'Bombers' broadcaster was Hall of Fame shortstop
Phil Rizzuto, the Hall of Fame shortstop during the Yankees’ dynasty years and beloved by a generation of fans who delighted in hearing him exclaim “Holy cow!” as a broadcaster, died Tuesday in West Orange, N.J. He was 89.
Rizzuto, known as “The Scooter,” was the oldest living Hall of Famer. He played for the Yankees throughout the 1940s and ’50s, won seven World Series titles, was an AL MVP and played in five All-Star games.
Rizzuto later announced Yankees games for four decades and his No. 10 was retired by baseball’s most storied team.
Rizzuto began a second career as a broadcaster, one for which he became at least equally well known. His voice dripped with his native Brooklyn.

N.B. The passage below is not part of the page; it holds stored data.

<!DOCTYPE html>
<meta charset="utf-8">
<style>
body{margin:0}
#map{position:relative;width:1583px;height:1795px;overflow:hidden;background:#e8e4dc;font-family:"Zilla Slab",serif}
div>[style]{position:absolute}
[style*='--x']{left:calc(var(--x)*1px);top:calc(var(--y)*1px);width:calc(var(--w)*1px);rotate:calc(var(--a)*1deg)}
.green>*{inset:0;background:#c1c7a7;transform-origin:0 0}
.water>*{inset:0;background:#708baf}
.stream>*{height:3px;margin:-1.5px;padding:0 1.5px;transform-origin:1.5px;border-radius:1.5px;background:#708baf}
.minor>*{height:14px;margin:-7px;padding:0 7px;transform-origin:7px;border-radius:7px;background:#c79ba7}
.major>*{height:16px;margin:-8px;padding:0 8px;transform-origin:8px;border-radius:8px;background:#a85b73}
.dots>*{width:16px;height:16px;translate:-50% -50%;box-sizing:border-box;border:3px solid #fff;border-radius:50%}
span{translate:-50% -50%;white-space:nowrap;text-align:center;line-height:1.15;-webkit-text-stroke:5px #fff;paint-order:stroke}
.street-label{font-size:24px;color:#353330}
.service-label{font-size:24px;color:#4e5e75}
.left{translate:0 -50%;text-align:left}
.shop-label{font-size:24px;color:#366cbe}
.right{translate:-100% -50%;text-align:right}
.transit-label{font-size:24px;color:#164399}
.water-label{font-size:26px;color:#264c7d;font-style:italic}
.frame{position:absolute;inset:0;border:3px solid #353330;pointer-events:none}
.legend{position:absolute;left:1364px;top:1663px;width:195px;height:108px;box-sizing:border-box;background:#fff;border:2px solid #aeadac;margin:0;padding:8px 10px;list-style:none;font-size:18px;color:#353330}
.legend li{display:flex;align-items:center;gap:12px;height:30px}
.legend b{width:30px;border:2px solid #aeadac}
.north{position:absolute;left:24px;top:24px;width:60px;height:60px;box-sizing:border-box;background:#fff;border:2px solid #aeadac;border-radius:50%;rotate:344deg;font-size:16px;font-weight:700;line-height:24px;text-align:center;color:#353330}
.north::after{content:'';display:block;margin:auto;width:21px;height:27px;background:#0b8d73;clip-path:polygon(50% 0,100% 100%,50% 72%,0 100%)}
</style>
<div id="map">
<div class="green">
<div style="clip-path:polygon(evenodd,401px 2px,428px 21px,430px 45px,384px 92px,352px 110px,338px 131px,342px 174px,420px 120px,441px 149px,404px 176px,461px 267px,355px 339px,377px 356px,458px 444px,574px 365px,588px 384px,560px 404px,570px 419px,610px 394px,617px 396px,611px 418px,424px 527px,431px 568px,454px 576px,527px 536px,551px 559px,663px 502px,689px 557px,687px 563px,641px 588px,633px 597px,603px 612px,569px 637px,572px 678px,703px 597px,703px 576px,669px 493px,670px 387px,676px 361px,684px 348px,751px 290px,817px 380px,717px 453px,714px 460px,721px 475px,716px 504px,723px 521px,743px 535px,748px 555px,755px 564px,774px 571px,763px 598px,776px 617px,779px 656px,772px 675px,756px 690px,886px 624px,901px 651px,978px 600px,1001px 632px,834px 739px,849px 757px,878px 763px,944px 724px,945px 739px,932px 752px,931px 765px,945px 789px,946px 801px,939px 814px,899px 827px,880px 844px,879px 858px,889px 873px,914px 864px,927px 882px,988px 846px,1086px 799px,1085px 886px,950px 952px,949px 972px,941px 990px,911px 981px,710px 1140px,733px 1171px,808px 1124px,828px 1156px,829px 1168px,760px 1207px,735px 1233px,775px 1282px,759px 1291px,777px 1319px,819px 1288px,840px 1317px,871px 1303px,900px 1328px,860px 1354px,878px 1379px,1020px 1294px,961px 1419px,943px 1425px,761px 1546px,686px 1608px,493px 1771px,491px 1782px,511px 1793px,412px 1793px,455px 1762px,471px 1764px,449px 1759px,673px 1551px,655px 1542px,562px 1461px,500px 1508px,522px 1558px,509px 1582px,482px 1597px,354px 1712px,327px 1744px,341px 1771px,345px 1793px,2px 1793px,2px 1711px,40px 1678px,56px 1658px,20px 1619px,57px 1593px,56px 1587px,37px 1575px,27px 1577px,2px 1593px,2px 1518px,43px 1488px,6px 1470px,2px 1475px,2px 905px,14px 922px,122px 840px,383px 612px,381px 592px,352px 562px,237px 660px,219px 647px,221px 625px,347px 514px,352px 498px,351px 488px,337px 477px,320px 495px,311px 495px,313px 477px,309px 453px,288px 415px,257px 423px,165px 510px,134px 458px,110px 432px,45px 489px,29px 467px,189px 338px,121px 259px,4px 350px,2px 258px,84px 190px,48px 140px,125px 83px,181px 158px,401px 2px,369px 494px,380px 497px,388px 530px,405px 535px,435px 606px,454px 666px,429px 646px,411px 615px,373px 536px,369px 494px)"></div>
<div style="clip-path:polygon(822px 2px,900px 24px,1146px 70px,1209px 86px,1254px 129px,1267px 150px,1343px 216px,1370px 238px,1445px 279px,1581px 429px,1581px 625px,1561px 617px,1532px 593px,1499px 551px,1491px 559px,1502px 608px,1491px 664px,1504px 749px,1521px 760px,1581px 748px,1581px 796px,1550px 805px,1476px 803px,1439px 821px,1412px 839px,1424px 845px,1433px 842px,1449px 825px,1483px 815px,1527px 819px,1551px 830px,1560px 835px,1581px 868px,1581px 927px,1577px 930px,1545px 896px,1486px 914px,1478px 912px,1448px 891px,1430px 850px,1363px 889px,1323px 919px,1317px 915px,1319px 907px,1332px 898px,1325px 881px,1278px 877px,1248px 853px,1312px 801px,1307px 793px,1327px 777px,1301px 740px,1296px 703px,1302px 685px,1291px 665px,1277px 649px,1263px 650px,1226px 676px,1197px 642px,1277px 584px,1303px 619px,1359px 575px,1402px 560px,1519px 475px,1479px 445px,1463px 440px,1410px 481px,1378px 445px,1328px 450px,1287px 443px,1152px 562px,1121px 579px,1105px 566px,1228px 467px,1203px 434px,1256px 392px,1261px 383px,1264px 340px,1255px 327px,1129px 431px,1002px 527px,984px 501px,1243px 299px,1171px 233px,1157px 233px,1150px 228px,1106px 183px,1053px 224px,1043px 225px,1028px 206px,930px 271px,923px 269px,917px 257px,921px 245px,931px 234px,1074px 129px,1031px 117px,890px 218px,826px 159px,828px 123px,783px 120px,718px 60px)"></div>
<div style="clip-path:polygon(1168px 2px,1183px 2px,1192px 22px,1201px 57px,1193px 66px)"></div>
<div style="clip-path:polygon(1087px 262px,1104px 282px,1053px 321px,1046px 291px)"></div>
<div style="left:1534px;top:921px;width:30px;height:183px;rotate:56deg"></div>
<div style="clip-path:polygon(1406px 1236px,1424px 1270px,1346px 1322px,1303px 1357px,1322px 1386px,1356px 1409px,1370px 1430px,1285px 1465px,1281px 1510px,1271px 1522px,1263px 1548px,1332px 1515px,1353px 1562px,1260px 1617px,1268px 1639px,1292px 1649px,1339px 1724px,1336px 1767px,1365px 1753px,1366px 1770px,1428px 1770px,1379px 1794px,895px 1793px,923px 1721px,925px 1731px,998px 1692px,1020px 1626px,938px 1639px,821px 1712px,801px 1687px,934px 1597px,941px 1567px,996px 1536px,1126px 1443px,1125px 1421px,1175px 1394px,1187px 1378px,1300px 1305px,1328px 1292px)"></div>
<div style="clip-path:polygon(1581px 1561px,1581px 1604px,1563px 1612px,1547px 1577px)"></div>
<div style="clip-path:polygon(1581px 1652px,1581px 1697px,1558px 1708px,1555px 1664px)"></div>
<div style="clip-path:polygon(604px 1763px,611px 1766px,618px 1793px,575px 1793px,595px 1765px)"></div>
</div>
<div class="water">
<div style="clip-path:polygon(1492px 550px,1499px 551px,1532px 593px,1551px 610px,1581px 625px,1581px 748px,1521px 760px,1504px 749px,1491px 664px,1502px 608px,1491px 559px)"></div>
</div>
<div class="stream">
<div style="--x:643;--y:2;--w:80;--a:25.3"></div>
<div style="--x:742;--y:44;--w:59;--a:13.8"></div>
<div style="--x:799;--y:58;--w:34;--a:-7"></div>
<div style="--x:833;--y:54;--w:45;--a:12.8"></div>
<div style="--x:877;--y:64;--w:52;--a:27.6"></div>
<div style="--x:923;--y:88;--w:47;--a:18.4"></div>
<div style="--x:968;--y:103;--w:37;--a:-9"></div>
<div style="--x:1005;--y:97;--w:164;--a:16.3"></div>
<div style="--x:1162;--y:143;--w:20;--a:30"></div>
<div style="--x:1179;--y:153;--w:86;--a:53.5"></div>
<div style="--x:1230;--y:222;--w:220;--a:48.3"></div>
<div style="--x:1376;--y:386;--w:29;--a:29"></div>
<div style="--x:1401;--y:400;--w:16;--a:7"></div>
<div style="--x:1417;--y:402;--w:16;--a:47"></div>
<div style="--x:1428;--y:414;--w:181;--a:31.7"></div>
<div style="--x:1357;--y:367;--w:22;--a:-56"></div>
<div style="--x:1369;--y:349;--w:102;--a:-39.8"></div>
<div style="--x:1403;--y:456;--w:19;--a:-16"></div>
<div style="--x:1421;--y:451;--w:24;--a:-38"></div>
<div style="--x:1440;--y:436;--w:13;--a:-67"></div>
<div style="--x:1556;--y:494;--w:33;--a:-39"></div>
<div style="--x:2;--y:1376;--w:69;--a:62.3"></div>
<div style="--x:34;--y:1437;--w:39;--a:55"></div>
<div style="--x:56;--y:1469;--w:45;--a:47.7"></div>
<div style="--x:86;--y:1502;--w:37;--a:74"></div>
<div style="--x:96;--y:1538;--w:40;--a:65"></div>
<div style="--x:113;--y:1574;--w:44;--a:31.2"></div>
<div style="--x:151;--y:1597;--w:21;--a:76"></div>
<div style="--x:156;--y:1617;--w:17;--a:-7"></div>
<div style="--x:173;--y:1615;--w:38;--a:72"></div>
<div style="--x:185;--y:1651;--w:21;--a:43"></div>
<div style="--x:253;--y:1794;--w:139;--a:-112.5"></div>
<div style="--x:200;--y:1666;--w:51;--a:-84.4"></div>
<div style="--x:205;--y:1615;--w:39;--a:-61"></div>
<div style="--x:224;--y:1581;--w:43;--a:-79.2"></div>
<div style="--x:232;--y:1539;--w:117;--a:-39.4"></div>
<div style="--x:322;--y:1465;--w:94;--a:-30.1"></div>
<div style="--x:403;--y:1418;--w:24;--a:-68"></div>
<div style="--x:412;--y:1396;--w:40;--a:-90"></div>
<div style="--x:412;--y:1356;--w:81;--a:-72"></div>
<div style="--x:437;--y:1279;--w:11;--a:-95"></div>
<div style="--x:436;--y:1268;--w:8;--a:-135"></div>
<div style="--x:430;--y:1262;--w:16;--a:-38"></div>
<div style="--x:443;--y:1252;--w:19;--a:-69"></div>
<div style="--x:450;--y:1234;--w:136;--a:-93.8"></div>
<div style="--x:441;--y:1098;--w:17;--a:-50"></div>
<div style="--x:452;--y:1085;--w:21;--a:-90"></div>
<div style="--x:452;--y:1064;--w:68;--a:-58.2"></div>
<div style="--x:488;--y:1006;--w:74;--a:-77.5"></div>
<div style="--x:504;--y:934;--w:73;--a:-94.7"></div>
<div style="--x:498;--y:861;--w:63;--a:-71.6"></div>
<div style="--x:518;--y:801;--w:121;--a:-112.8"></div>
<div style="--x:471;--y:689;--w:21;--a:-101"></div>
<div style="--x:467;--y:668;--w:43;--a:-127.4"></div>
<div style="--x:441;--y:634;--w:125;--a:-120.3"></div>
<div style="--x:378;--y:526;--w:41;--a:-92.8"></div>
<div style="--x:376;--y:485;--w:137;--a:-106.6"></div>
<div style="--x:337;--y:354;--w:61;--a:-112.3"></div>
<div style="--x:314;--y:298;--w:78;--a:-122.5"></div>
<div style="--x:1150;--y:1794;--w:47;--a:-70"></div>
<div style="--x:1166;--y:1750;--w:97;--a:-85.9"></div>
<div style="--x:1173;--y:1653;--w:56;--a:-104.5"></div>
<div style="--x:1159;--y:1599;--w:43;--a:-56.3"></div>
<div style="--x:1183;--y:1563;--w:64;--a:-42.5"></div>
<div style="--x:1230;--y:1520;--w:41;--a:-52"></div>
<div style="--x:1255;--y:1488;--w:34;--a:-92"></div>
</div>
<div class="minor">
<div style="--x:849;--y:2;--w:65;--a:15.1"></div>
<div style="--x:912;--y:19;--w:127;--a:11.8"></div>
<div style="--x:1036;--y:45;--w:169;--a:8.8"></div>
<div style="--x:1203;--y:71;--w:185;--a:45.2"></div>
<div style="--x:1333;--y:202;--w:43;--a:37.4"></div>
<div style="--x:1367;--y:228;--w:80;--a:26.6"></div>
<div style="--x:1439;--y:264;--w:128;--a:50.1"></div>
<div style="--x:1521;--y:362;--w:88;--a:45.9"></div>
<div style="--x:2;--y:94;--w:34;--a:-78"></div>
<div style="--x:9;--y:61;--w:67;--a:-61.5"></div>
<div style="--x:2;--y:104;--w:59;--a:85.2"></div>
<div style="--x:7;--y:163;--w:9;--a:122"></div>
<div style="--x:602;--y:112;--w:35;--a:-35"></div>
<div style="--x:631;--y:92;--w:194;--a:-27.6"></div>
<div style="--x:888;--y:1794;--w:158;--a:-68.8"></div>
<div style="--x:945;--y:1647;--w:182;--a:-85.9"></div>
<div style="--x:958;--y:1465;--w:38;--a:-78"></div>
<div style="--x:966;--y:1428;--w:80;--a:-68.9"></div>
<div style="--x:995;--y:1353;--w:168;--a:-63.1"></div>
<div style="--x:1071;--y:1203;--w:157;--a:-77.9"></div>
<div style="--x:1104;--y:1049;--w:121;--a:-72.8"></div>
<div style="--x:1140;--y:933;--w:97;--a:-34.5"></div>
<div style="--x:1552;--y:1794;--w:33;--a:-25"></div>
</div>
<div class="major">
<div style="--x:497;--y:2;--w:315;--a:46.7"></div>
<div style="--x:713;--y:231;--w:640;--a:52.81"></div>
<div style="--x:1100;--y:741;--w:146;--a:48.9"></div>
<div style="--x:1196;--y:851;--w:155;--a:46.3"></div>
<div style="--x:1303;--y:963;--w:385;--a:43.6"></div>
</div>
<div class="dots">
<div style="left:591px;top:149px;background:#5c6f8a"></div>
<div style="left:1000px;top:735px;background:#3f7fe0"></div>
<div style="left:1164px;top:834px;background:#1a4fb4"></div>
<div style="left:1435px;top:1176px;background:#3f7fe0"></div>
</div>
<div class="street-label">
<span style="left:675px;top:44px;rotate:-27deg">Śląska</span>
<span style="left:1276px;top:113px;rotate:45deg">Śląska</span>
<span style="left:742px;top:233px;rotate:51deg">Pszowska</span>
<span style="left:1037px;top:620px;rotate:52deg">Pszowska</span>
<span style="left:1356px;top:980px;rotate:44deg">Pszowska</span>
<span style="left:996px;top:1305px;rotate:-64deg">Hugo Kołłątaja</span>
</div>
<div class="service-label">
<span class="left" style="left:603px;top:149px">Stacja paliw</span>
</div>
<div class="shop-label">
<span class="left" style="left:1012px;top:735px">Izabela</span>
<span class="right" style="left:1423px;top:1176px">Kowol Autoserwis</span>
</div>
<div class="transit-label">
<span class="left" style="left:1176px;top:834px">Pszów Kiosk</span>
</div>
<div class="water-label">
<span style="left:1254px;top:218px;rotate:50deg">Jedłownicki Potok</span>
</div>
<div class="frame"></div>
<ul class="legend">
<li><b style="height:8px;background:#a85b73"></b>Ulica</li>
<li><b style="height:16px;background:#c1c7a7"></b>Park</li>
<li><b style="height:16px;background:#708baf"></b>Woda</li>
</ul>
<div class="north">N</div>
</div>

In his decades on the radio and TV, Rizzuto’s favorite phrase was “Holy cow!” He trotted it out when calling Roger Maris’ record-breaking 61st home run in 1961 and the saying became so much a part of him, the team presented him with a cow wearing a halo when they held a day in his honor in 1985. The cow knocked Rizzuto over and, of course, he shouted, “Holy cow!”
Yankee fans also loved his unusual commentary, often punctuated with the phrase, “What a huckleberry!”

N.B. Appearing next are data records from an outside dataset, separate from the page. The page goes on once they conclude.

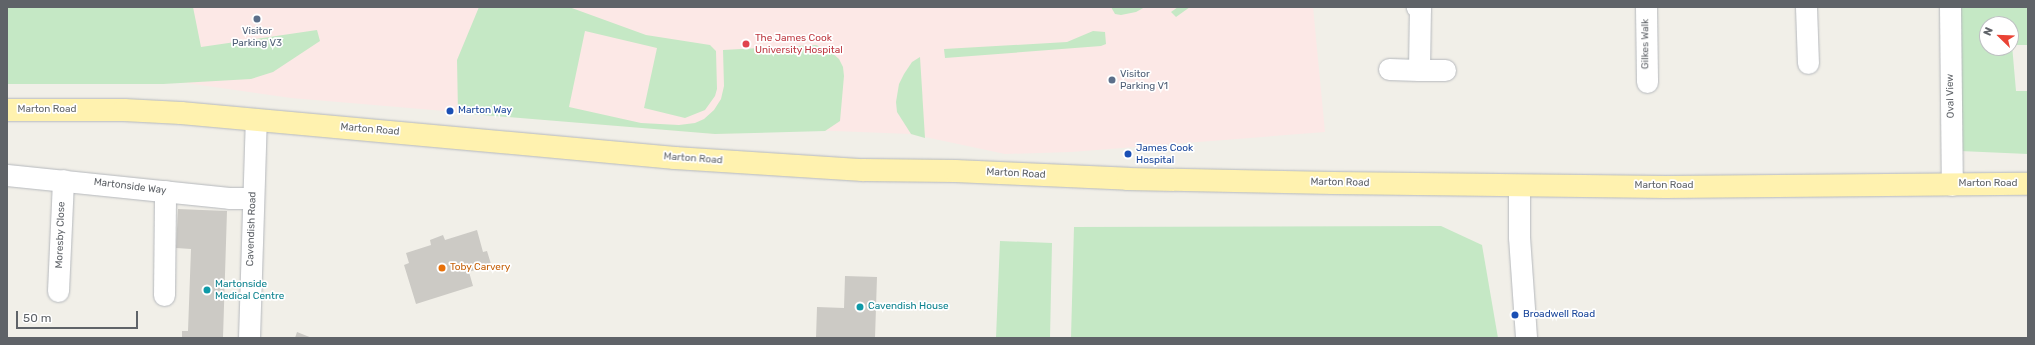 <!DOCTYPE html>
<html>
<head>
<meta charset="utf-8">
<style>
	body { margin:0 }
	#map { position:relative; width:2035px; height:345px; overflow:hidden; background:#f1efe8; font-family:Rubik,sans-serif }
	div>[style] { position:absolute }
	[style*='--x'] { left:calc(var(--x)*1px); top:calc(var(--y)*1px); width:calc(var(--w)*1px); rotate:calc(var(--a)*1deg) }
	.medical>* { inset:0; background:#fce8e6 }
	.green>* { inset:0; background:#c5e8c5 }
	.building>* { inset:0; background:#cccac5 }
	.roads { filter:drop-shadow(0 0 1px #b5b8bc) drop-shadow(0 0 1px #b5b8bc) }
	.minor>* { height:21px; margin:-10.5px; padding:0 10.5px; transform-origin:10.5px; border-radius:10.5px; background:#fff }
	.major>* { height:22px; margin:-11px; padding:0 11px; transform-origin:11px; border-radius:11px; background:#fff2af }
	.dots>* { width:11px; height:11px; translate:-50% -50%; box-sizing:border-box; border:2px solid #fff; border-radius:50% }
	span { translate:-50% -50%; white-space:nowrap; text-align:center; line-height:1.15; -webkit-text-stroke:3.5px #fff; paint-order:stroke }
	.service-label { font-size:10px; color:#4e5e75 }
	.left { translate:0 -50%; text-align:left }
	.health-label { font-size:10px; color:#be3a42 }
	.street-label { font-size:10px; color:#5f6368 }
	.transit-label { font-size:10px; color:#164399 }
	.food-label { font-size:10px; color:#c56008 }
	.culture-label { font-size:10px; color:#0d838f }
	.frame { position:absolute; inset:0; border:8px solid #5f6368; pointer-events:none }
	.north { position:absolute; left:1979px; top:16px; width:40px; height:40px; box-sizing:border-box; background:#fff; border:1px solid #bfc1c3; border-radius:50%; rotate:293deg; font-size:11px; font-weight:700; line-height:16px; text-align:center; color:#5f6368 }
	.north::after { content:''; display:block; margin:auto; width:14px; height:18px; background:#ea4335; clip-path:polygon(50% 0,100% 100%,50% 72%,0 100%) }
	.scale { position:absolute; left:16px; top:311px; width:122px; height:18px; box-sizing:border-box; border:2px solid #5f6368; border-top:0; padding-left:5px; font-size:12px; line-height:14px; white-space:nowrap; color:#5f6368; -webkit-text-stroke:3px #fff; paint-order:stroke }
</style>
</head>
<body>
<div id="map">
	<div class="medical">
		<div style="clip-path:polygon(170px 7px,1313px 7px,1325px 132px,1071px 152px,1005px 154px,911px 134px,809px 130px,715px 134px,291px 98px,179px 82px)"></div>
	</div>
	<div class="green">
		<div style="clip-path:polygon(7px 7px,193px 7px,201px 47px,317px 30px,320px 41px,273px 72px,251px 79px,163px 84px,7px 84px)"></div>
		<div style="clip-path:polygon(479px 7px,569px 7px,646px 35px,710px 45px,716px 51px,717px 89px,715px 96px,705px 110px,685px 118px,644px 108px,657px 48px,585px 31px,569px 107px,641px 123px,679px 125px,695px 123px,704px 119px,714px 110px,721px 99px,724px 86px,723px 50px,816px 45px,831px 52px,839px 59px,843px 67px,844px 76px,840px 121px,825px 131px,715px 134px,458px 113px,457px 60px)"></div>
		<div style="clip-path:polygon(1111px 7px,1145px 7px,1136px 12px,1121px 15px,1115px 14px)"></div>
		<div style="clip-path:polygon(1178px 7px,1190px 7px,1176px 17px,1171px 12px)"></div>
		<div style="clip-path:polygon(evenodd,1958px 7px,2028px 7px,2028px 45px,2012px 45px,2016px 91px,2028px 91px,2028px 154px,1960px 151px,1958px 7px,1987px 24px,2011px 24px,2011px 48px,1987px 48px,1987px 24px)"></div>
		<div style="clip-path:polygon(1093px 31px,1105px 32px,1106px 44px,1101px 46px,945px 58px,944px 49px,1067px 42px)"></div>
		<div style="clip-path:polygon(920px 57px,925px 138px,911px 134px,897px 112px,896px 102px,899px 84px,904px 74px,912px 62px)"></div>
		<div style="clip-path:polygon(1441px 226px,1482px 245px,1498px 338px,1071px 338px,1074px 227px)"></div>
		<div style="clip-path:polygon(1000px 241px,1052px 243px,1050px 338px,996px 338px)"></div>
	</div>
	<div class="building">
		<div style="clip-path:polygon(178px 209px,227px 211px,223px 338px,182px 338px,182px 331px,188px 331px,191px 249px,176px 248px)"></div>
		<div style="clip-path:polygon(477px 230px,483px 252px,487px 251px,491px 264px,469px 272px,473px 286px,416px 304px,404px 265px,409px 263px,406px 253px,431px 245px,430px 240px,443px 235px,445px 240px)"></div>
		<div style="clip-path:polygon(845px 276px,877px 277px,875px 338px,816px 338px,817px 307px,844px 308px)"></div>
		<div style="clip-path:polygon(297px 332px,312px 338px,295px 338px)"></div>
	</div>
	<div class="roads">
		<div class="minor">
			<div style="--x:1646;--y:7;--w:75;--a:89.2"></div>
			<div style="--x:1806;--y:7;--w:56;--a:88"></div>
			<div style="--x:1950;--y:7;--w:178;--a:89.4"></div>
			<div style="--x:1389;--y:69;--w:30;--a:2"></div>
			<div style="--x:1419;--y:70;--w:61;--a:-89.1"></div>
			<div style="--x:1420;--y:9;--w:4;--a:-146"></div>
			<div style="--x:1419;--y:70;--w:26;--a:0"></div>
			<div style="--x:7;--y:175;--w:223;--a:5.9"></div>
			<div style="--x:229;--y:198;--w:24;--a:0"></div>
			<div style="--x:1519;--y:185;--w:52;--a:90"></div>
			<div style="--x:1519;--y:237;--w:101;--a:86"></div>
			<div style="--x:58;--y:291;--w:111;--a:-87.4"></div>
			<div style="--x:164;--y:295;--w:104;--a:-89.4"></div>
			<div style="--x:249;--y:338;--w:218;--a:-88.2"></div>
		</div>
		<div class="major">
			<div style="--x:7;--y:110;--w:117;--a:0"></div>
			<div style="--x:124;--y:110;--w:57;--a:3"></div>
			<div style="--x:181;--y:113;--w:496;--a:5.2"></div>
			<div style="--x:675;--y:158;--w:188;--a:3.7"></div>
			<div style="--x:863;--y:170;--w:92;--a:0.6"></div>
			<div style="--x:955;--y:171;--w:173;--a:2.6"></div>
			<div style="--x:1128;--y:179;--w:205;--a:1.1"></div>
			<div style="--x:1333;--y:183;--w:333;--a:0.7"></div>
			<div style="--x:1666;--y:187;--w:362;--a:-0.5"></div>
		</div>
	</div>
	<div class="dots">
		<div style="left:257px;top:19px;background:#5c6f8a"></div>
		<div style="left:746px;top:44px;background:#e0444e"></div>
		<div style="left:1112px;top:80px;background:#5c6f8a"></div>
		<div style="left:450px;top:111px;background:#1a4fb4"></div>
		<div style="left:1128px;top:154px;background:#1a4fb4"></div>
		<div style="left:442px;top:268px;background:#e8710a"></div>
		<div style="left:207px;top:290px;background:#0f9aa8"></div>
		<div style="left:860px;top:307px;background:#0f9aa8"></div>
		<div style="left:1515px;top:315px;background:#1a4fb4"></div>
	</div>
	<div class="service-label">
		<span style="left:257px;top:37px">Visitor<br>Parking V3</span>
		<span class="left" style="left:1120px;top:80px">Visitor<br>Parking V1</span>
	</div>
	<div class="health-label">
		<span class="left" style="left:755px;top:44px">The James Cook<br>University Hospital</span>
	</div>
	<div class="street-label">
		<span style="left:1646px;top:44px;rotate:-90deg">Gilkes Walk</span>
		<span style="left:1951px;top:96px;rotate:-91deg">Oval View</span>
		<span style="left:47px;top:110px">Marton Road</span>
		<span style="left:370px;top:130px;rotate:5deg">Marton Road</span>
		<span style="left:693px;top:159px;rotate:4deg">Marton Road</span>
		<span style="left:1016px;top:174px;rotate:3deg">Marton Road</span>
		<span style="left:1340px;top:183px;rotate:1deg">Marton Road</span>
		<span style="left:1988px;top:184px">Marton Road</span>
		<span style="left:1664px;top:186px">Marton Road</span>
		<span style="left:130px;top:187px;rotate:7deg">Martonside Way</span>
		<span style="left:252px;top:229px;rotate:-88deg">Cavendish Road</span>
		<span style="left:61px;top:235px;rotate:-88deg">Moresby Close</span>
	</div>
	<div class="transit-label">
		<span class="left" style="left:458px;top:111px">Marton Way</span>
		<span class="left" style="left:1136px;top:154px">James Cook<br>Hospital</span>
		<span class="left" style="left:1523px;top:315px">Broadwell Road</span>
	</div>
	<div class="food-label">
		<span class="left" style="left:450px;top:268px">Toby Carvery</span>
	</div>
	<div class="culture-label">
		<span class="left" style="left:215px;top:290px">Martonside<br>Medical Centre</span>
		<span class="left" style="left:868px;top:307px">Cavendish House</span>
	</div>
	<div class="frame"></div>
	<div class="north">N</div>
	<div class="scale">50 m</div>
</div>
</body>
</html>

In an age of broadcasters who spout statistics and repeat the obvious, Rizzuto loved to talk about things like his fear of lightning, the style of an umpire’s shoes or even the prospect of outfielder Dave Winfield as a candidate for president.
Rizzuto is survived by his wife, Cora, whom he married in 1943; daughters Cindy Rizzuto, Patricia Rizzuto and Penny Rizzuto Yetto; son Phil Rizzuto Jr.; and two granddaughters.